> WHAT NEEDS TO BE DONE
Search the entries below for the word "bottom" and copy each line that has it.

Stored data
◇ ◇ ◇ ◇ ◇ ◇ ◇

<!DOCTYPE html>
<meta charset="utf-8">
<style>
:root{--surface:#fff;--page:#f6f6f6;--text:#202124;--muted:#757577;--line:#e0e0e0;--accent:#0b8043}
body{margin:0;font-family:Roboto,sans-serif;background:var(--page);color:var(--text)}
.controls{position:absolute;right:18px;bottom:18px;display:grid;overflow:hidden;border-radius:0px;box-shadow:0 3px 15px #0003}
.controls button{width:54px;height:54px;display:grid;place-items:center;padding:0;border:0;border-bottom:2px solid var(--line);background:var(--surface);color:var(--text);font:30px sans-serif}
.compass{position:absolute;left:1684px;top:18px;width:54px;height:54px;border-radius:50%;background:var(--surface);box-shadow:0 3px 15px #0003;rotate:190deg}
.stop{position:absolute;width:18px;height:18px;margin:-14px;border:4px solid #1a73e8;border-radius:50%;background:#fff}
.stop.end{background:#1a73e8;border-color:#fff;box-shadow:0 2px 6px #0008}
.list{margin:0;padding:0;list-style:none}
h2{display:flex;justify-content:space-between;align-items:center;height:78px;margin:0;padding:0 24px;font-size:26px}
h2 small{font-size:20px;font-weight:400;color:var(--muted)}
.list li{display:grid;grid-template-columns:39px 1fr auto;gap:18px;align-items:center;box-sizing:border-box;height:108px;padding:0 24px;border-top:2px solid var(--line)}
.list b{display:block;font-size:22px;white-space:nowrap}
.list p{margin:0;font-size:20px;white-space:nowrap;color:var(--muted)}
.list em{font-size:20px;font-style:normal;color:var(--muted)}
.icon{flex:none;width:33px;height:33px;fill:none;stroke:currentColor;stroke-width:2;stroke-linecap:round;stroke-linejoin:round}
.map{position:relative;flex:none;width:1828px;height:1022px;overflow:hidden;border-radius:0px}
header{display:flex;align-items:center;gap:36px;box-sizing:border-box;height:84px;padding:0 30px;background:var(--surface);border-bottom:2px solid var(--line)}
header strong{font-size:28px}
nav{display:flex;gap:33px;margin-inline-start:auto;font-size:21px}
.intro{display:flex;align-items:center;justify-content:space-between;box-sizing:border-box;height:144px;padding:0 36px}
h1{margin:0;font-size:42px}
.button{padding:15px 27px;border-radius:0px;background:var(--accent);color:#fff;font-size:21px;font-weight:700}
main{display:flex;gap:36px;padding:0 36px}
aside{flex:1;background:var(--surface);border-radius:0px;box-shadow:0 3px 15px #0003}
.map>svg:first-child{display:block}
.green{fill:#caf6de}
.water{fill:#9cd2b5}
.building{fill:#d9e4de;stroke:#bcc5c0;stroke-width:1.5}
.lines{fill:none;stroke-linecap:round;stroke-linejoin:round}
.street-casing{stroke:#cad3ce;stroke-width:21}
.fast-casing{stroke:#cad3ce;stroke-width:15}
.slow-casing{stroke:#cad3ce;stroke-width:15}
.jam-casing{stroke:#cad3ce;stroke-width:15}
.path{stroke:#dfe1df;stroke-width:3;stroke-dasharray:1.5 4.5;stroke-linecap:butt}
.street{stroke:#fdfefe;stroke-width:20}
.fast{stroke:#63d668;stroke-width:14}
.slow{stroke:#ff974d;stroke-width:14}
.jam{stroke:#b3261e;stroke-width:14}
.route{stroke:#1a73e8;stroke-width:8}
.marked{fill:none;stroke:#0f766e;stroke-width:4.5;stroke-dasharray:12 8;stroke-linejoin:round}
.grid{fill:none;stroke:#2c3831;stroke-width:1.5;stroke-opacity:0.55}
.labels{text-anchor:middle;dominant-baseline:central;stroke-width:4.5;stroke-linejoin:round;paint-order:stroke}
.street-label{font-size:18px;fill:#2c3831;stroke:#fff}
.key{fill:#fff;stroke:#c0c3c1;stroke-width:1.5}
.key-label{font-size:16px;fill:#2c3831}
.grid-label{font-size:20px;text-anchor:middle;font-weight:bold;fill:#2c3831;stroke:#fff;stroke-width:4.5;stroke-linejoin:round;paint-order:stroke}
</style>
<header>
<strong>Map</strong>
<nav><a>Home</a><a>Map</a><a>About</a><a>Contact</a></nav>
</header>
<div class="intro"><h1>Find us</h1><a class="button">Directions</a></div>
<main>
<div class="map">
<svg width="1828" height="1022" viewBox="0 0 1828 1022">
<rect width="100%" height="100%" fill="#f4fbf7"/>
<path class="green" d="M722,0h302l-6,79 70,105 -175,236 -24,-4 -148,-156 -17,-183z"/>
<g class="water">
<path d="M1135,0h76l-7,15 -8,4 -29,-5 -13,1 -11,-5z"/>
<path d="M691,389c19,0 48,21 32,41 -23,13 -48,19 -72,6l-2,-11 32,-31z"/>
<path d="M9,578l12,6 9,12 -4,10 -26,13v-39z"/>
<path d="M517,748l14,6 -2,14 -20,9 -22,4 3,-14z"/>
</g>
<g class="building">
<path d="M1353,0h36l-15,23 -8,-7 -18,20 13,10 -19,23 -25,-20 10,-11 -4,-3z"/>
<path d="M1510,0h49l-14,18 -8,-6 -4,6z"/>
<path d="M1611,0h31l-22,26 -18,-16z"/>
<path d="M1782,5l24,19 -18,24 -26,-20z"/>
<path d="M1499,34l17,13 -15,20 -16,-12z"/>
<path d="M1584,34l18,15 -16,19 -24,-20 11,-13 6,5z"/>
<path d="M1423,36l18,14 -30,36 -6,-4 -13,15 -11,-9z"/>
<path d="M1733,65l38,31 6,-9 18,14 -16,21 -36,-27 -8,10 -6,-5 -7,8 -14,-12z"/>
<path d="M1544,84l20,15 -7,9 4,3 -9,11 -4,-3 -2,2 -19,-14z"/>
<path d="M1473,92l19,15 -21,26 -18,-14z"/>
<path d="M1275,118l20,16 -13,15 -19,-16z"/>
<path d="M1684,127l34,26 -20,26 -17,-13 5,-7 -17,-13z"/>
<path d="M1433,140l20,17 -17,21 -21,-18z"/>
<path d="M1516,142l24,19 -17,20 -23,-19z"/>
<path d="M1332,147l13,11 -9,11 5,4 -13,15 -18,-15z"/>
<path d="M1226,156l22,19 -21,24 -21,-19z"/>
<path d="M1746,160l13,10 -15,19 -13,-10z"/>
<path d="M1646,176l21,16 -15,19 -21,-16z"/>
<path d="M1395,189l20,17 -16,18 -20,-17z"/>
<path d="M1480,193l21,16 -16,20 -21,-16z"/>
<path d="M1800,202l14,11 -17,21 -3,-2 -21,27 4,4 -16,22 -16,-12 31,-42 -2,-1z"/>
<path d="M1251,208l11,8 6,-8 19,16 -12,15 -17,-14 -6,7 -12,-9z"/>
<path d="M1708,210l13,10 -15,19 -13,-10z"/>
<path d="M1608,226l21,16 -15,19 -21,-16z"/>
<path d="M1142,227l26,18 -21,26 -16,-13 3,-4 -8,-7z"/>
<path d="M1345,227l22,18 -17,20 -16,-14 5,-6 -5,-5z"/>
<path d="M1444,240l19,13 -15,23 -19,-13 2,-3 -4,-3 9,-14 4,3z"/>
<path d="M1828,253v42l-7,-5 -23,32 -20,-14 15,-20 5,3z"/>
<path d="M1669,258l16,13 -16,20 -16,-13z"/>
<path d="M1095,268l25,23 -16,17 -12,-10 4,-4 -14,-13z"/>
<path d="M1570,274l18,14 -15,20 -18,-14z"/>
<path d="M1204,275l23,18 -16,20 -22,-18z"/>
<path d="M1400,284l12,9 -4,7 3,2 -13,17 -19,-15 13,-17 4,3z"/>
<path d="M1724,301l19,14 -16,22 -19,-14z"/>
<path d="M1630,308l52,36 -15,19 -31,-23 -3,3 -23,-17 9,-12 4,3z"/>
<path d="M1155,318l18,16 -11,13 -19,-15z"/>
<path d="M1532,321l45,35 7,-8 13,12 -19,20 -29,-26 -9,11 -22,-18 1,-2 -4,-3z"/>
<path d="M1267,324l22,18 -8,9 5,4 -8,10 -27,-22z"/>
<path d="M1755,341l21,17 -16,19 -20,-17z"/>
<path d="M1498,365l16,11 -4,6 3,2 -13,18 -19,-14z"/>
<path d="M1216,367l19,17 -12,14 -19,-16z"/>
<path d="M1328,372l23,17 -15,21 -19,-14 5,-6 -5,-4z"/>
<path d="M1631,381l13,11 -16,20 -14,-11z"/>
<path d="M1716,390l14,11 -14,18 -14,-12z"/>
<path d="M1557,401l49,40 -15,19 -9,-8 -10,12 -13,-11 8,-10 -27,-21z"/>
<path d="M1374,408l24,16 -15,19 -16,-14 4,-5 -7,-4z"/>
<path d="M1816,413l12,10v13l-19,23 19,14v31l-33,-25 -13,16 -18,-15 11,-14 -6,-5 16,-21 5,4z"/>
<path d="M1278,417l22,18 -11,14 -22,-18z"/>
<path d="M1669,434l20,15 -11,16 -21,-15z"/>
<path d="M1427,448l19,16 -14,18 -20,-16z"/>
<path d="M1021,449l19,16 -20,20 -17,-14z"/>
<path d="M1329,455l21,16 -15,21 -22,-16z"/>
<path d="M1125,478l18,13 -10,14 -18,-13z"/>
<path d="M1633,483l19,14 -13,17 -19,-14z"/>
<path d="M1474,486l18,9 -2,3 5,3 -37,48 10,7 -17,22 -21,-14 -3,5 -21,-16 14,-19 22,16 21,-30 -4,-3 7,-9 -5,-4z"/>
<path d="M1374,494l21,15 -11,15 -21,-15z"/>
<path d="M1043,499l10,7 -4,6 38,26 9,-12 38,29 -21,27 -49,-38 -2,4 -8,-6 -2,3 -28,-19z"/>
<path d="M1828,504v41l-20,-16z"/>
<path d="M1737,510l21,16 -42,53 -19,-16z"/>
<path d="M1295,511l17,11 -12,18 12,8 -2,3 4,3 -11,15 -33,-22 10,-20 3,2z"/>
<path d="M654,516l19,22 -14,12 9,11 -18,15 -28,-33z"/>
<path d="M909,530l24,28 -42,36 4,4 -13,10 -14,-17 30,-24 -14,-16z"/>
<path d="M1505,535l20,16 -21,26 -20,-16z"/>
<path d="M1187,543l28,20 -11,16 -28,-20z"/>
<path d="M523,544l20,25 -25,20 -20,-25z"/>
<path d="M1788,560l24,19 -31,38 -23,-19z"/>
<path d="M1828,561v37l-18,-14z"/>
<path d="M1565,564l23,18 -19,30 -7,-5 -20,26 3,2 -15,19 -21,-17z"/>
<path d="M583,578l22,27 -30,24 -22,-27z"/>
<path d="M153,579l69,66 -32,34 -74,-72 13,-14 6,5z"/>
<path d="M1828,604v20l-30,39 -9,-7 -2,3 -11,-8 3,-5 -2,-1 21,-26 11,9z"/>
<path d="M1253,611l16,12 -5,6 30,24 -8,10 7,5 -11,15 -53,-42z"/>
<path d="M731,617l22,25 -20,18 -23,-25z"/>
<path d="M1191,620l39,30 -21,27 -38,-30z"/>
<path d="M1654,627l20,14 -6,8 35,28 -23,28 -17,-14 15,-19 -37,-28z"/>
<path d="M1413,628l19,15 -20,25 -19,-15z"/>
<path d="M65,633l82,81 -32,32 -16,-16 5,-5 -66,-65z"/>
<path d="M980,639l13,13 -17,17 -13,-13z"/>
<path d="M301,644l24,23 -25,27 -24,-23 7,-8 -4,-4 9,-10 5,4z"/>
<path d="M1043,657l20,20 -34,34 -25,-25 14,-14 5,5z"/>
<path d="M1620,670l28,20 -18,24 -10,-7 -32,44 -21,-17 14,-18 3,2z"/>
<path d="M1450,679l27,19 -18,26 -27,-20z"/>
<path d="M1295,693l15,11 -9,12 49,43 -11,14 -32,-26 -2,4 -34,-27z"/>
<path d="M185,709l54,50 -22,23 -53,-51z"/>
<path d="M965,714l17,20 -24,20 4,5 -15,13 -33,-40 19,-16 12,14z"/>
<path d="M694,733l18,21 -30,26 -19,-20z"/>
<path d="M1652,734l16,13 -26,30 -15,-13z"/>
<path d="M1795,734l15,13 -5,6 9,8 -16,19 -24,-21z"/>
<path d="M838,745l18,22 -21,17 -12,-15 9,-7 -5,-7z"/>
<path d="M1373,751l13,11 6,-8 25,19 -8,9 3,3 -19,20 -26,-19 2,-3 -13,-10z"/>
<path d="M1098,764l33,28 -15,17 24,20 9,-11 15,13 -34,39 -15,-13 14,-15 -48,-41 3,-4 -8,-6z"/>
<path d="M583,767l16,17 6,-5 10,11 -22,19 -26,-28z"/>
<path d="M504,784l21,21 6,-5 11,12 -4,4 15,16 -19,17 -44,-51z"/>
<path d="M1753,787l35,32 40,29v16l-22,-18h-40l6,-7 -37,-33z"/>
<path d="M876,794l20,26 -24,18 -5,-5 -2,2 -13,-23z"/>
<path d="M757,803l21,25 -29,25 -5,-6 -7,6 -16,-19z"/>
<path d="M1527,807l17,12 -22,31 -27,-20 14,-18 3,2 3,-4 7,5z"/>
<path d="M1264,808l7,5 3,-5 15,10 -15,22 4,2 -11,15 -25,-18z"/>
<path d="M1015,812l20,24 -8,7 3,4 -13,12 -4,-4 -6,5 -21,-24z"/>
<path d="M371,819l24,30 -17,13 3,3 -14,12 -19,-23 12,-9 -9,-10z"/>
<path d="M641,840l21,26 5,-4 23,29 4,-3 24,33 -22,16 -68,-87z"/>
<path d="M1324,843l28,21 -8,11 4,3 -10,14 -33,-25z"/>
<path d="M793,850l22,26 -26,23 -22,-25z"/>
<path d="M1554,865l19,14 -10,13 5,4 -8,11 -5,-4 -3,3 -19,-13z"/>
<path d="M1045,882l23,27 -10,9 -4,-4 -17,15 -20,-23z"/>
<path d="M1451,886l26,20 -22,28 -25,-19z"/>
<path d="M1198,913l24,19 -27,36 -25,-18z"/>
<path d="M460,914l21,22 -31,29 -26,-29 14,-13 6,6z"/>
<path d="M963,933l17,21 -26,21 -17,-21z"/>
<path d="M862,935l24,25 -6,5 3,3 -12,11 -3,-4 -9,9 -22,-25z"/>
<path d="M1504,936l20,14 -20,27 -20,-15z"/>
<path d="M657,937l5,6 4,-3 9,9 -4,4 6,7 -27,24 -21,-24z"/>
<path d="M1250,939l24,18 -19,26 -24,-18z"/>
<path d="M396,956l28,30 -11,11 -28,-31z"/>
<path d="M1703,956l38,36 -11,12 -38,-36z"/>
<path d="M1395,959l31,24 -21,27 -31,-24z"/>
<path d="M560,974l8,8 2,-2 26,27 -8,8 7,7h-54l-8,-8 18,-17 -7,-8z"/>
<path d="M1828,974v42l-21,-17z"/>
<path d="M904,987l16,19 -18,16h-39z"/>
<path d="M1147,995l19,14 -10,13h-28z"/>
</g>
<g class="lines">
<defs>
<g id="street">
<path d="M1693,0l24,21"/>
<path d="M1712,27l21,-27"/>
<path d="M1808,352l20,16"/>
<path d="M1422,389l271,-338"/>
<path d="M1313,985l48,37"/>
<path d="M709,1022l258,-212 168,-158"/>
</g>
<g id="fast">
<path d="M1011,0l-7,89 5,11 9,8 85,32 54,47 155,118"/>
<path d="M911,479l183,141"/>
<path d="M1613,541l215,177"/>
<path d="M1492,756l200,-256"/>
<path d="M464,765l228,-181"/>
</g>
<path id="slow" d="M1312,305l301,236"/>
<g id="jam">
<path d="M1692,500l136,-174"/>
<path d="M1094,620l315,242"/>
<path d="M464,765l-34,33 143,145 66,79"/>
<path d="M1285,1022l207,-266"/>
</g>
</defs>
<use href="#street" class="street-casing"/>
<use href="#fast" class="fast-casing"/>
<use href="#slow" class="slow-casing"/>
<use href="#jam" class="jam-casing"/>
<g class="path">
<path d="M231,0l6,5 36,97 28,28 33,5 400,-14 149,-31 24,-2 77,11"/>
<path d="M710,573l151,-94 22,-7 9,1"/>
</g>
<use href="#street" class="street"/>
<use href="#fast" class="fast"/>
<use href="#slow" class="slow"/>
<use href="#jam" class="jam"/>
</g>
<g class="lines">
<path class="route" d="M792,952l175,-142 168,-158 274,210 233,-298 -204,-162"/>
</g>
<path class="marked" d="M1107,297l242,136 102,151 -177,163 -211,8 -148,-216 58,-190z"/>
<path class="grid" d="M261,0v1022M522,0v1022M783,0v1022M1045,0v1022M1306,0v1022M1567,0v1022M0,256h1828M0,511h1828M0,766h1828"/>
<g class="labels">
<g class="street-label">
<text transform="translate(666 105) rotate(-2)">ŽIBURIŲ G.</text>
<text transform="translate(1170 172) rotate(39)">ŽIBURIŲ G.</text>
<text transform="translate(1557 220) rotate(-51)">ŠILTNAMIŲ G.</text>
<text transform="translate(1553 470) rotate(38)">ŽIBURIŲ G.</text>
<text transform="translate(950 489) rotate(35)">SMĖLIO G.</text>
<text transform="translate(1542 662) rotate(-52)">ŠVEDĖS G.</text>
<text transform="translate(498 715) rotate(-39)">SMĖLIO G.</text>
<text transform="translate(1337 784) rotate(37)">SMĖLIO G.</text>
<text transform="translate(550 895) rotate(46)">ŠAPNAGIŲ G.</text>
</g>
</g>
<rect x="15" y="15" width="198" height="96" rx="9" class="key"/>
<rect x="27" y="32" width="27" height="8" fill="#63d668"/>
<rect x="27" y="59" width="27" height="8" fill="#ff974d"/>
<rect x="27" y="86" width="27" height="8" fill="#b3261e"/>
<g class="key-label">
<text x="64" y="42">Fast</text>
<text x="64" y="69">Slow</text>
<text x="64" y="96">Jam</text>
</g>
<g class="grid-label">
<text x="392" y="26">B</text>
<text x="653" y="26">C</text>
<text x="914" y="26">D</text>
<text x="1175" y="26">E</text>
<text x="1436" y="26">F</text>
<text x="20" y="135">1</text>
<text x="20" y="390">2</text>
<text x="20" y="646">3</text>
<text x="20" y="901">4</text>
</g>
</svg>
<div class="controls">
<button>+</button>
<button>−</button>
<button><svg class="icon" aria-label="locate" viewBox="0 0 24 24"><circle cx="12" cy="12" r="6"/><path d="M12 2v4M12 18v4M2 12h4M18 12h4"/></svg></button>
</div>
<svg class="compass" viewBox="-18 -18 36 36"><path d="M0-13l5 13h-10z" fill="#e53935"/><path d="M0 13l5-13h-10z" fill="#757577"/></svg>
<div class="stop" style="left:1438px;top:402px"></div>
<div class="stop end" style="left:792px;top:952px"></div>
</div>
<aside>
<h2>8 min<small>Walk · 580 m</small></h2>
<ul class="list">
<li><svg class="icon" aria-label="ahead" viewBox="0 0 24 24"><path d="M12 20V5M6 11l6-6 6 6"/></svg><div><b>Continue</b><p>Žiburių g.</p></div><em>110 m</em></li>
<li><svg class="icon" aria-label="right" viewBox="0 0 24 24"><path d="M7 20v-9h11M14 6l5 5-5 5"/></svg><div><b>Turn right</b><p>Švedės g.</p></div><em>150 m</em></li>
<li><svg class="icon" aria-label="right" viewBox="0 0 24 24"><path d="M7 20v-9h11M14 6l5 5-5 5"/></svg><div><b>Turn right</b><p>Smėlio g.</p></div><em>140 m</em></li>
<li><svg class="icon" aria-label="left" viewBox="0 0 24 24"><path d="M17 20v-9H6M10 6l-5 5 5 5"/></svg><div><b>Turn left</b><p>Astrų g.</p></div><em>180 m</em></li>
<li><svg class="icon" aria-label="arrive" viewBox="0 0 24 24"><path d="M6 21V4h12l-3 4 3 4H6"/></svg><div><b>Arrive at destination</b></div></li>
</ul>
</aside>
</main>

◇ ◇ ◇ ◇ ◇ ◇ ◇

> WRITTEN REPLY
.controls{position:absolute;right:18px;bottom:18px;display:grid;overflow:hidden;border-radius:0px;box-shadow:0 3px 15px #0003}
.controls button{width:54px;height:54px;display:grid;place-items:center;padding:0;border:0;border-bottom:2px solid var(--line);background:var(--surface);color:var(--text);font:30px sans-serif}
header{display:flex;align-items:center;gap:36px;box-sizing:border-box;height:84px;padding:0 30px;background:var(--surface);border-bottom:2px solid var(--line)}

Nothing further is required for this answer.